P^-1 AP gives me a diagonal matrix so to find the determinant , i just multiply the entry in the diagonal. However, i dont understand why P^-1 AP gives such a matrix

Use the fact that det(P-1AP) = det(P-1)det(A)det(P)

cristo
Staff Emeritus
Can you not just use the fact that det(AB)=det(A)det(B)?

hmm so can i say :
det(P-1 AP)
= det(P^-1)det(A)det(P)
= 1/det(P) det(A) det(P)
=det(A)

=S, for some reason, i dont think this proof is rigorous enough

cristo
Staff Emeritus
=S, for some reason, i dont think this proof is rigorous enough

I guess it depends on your lecturer. I would say that det(AB)=det(A)det(B) is a standard relationship that one can use, unless told explicitly to prove it.

Cyosis
Homework Helper
Jennifer1990 said:
P^-1 AP gives me a diagonal matrix so to find the determinant

This is not true. I can think of a matrix P and a matrix A such that P^-1AP is not a diagonal matrix.

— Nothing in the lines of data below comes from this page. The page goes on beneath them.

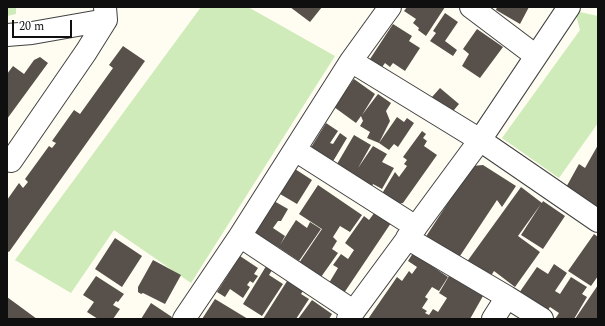 <!DOCTYPE html>
<html>
<head>
<meta charset="utf-8">
<style>
  body { margin:0 }
  #map { position:relative; width:605px; height:326px; overflow:hidden; background:#fffdf1; font-family:Spectral,serif }
  canvas { display:block }
  .frame { position:absolute; inset:0; border:8px solid #0f0f0f; pointer-events:none }
  .scale { position:absolute; left:12px; top:20px; width:60px; height:18px; box-sizing:border-box; border:2px solid #0f0f0f; border-top:0; padding-left:5px; font-size:12px; line-height:14px; white-space:nowrap; color:#0f0f0f; -webkit-text-stroke:3px #fff; paint-order:stroke }
</style>
</head>
<body>
<div id="map">
<canvas width="605" height="326"></canvas>
<div class="frame"></div>
<div class="scale">20 m</div>
</div>
<script>
const ctx = document.querySelector('canvas').getContext('2d');
ctx.lineJoin = 'round';
function fill(path, color) {
  ctx.fillStyle = color;
  ctx.fill(path, 'evenodd');
}
function stroke(path, color, width, dash) {
  ctx.strokeStyle = color;
  ctx.lineWidth = width;
  ctx.lineCap = dash ? 'butt' : 'round';
  ctx.setLineDash(dash || []);
  ctx.stroke(path);
}
fill(new Path2D(`
  M 7,7 L 16,7 L 16,14 L 7,16 Z
  M 201,7 L 248,7 L 335,56 L 191,283 L 114,230 L 71,293 L 15,260 Z
  M 575,11 L 598,16 L 598,123 L 559,178 L 502,138 L 580,30 Z`), '#ceebb9');
fill(new Path2D(`
  M 290,7 L 322,7 L 310,22 Z
  M 407,7 L 445,7 L 426,36 L 418,30 L 419,28 L 413,23 L 416,19 L 404,11 Z
  M 497,7 L 529,7 L 520,24 L 496,10 Z
  M 445,13 L 458,22 L 445,41 L 457,50 L 453,56 L 430,41 L 436,33 L 433,31 Z
  M 393,24 L 412,36 L 409,41 L 420,48 L 405,71 L 393,63 L 390,67 L 385,63 L 380,70 L 368,62 Z
  M 477,29 L 503,47 L 480,78 L 462,66 L 469,54 L 463,49 Z
  M 123,46 L 145,61 L 9,252 L 7,251 L 7,200 L 19,183 L 23,188 L 28,182 L 25,179 L 49,146 L 52,148 L 56,143 L 52,141 L 74,110 L 80,114 L 113,68 L 109,65 Z
  M 40,57 L 48,63 L 7,119 L 7,74 L 13,66 L 24,74 L 34,60 Z
  M 354,79 L 375,94 L 362,115 L 378,94 L 391,103 L 386,111 L 390,121 L 379,143 L 397,117 L 404,122 L 407,118 L 414,123 L 398,147 L 394,144 L 389,150 L 379,143 L 367,138 L 370,132 L 360,126 L 363,121 L 361,116 L 356,123 L 334,107 Z
  M 440,88 L 459,104 L 449,116 L 437,101 L 432,97 Z
  M 326,123 L 338,131 L 330,143 L 333,144 L 340,133 L 347,138 L 332,163 L 310,149 Z
  M 422,131 L 426,134 L 423,138 L 427,141 L 424,146 L 437,155 L 403,203 L 393,204 L 380,197 L 395,172 L 399,177 L 407,166 L 404,164 L 407,160 L 403,157 Z
  M 354,135 L 371,145 L 358,168 L 373,146 L 387,154 L 382,162 L 394,168 L 382,189 L 373,184 L 370,190 L 353,181 L 354,174 L 337,164 Z
  M 598,145 L 598,211 L 564,191 L 579,164 L 585,168 Z
  M 483,165 L 516,186 L 502,207 L 497,200 L 458,259 L 425,238 L 472,166 Z
  M 295,169 L 312,180 L 297,204 L 280,194 Z
  M 318,185 L 362,215 L 350,232 L 340,226 L 333,237 L 337,241 L 332,249 L 338,253 L 321,277 L 299,263 L 322,229 L 299,214 Z
  M 521,187 L 542,203 L 543,201 L 565,216 L 543,249 L 521,235 L 541,204 L 518,236 L 540,252 L 515,287 L 494,271 L 489,279 L 466,263 Z
  M 274,201 L 288,209 L 281,221 L 278,221 L 273,228 L 285,236 L 280,245 L 296,220 L 307,228 L 310,222 L 321,229 L 299,261 L 278,247 L 254,233 Z
  M 375,212 L 391,223 L 344,293 L 329,283 L 338,268 L 333,265 L 341,254 L 348,259 L 354,250 L 345,243 L 364,216 L 369,220 Z
  M 594,234 L 598,237 L 598,276 L 591,286 L 568,271 Z
  M 115,238 L 142,256 L 122,287 L 95,269 Z
  M 413,253 L 448,277 L 439,291 L 432,287 L 425,297 L 428,299 L 422,308 L 427,311 L 425,313 L 429,315 L 433,309 L 438,312 L 447,298 L 439,293 L 449,276 L 483,296 L 470,319 L 368,319 L 397,277 L 402,281 L 409,271 L 412,274 L 417,267 L 408,261 Z
  M 240,256 L 258,268 L 254,274 L 258,276 L 253,283 L 250,281 L 247,285 L 250,287 L 243,298 L 230,289 L 225,297 L 217,292 Z
  M 153,260 L 181,275 L 165,304 L 143,293 L 141,294 L 138,292 L 138,287 Z
  M 268,263 L 274,267 L 269,275 L 283,284 L 262,316 L 243,304 Z
  M 554,264 L 567,273 L 555,291 L 560,294 L 571,277 L 587,287 L 582,294 L 587,297 L 574,319 L 555,319 L 559,313 L 550,307 L 545,314 L 519,293 L 537,267 L 548,274 Z
  M 96,276 L 124,294 L 118,302 L 116,301 L 113,305 L 120,309 L 113,319 L 98,319 L 87,312 L 94,302 L 83,295 Z
  M 289,278 L 305,288 L 301,294 L 309,299 L 296,319 L 263,319 Z
  M 598,285 L 598,319 L 575,319 Z
  M 7,297 L 37,319 L 7,319 Z
  M 215,299 L 248,319 L 202,319 Z
  M 312,300 L 332,314 L 329,319 L 298,319 Z
  M 151,303 L 172,317 L 171,319 L 141,319 Z`), '#58514b');
const minor = new Path2D(`
  M 471,7 L 536,56
  M 7,35 L 32,33 L 106,20
  M 351,61 L 480,140 L 598,221
  M 295,150 L 416,227
  M 11,161 L 86,52 L 106,20 L 105,7
  M 240,236 L 353,311
  M 407,238 L 507,297 L 542,319
  M 184,319 L 240,236 L 351,61 L 390,7
  M 348,319 L 480,140 L 569,7
  M 493,319 L 507,297`);
stroke(minor, '#424242', 24);
stroke(minor, '#fff', 22);
</script>
</body>
</html>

Secondly if you're afraid of using identities you can easily cut down on one identity you used. That is $\det(P^{-1})=\det(P)^{-1}$.
You can use $\det(P^{-1})\det(A)\det(P)=\det(P^{-1})\det(P)\det(A)=\det(P^{-1}P)\det(A)=\det(I)\det(A)$

Thirdly rigorous is not synonym to beating around the bush as long as possible, if you can prove it in one line by all means do so.

i cant think of a counterexample such that a matrix P and a matrix A whose P^-1AP is not a diagonal matrix.

What is the counterexample that u know?

Pengwuino
Gold Member
This is not true. I can think of a matrix P and a matrix A such that P^-1AP is not a diagonal matrix.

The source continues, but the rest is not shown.